EDITOR’S NOTE: Sports editor Mitch Lucas and family are attending the wedding of his daughter, Teresa Leigh, and her fiancé, Nate Gurany, as well as his niece, Jennifer Thompson, and her fiancé, Sam Engel. This is the fifth and the finale of a series this week that finds them traveling for the weddings. To read all five entries in the series, go to kilgorenewsherald.com.

We’ve seen shuttle rides, snorkeling trips gone awry, midnight pick-up basketball games that drew standing-room resort staff crowds, pepper spray hold-ups in TSA lines, ankle-grabbing monkeys, and finally, eloquent speeches and beautiful brides.

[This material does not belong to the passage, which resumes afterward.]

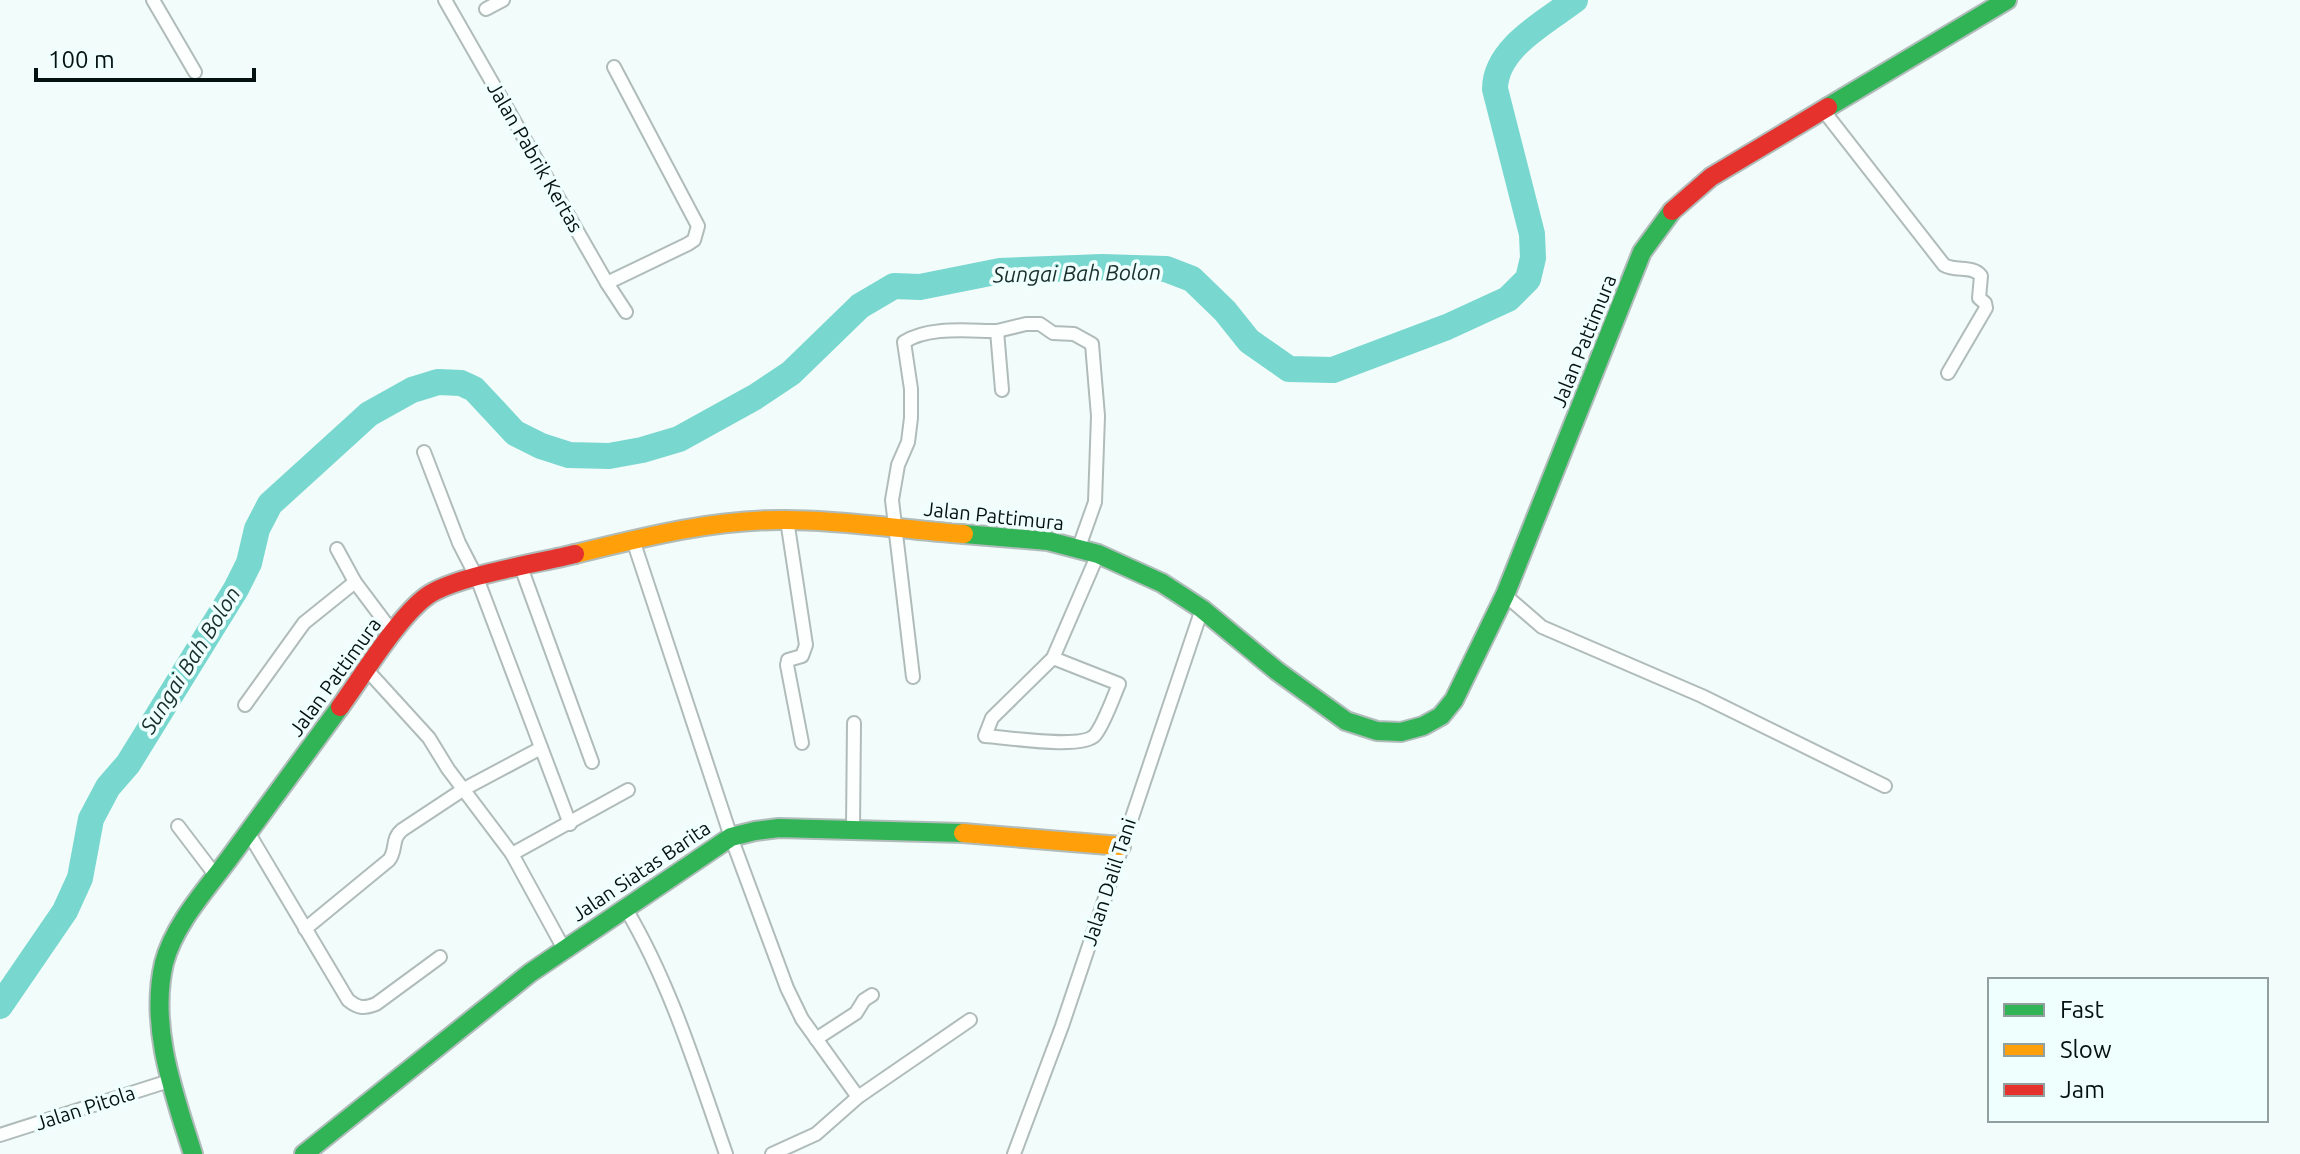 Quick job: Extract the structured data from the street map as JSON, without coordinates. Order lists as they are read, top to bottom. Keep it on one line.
{"streets":{"street":["Jalan Pabrik Kertas","Jalan Pattimura","Jalan Siatas Barita","Jalan Dalil Tani","Jalan Pitola"]},"crossings":[["Jalan Pattimura","Jalan Dalil Tani"],["Jalan Pattimura","Jalan Pitola"],["Jalan Siatas Barita","Jalan Dalil Tani"]],"water":["Sungai Bah Bolon"],"legend":["Fast","Slow","Jam"],"scale_bar":"100 m"}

Our final few days brings us to the wedding of one Teresa Leigh Lucas and Nathan Gurany, the former, my oldest child, seems like I should probably should still be buttering her pancakes and rewinding the almost-broken VCR “Best of Scooby Doo Volume I” tape to the “Jeepers, It’s The Creeper” episode.

Instead, fast-forward to the present, Tuesday afternoon, and my past-my-collar length hair – more gray now than brown – is whipping around my face as I turn around on the beach, to see an angel coming toward me. It’s not really, of course: it is Teresa Leigh, or Tee, as we nicknamed her many, many years ago, and as Nate called her during the ceremony.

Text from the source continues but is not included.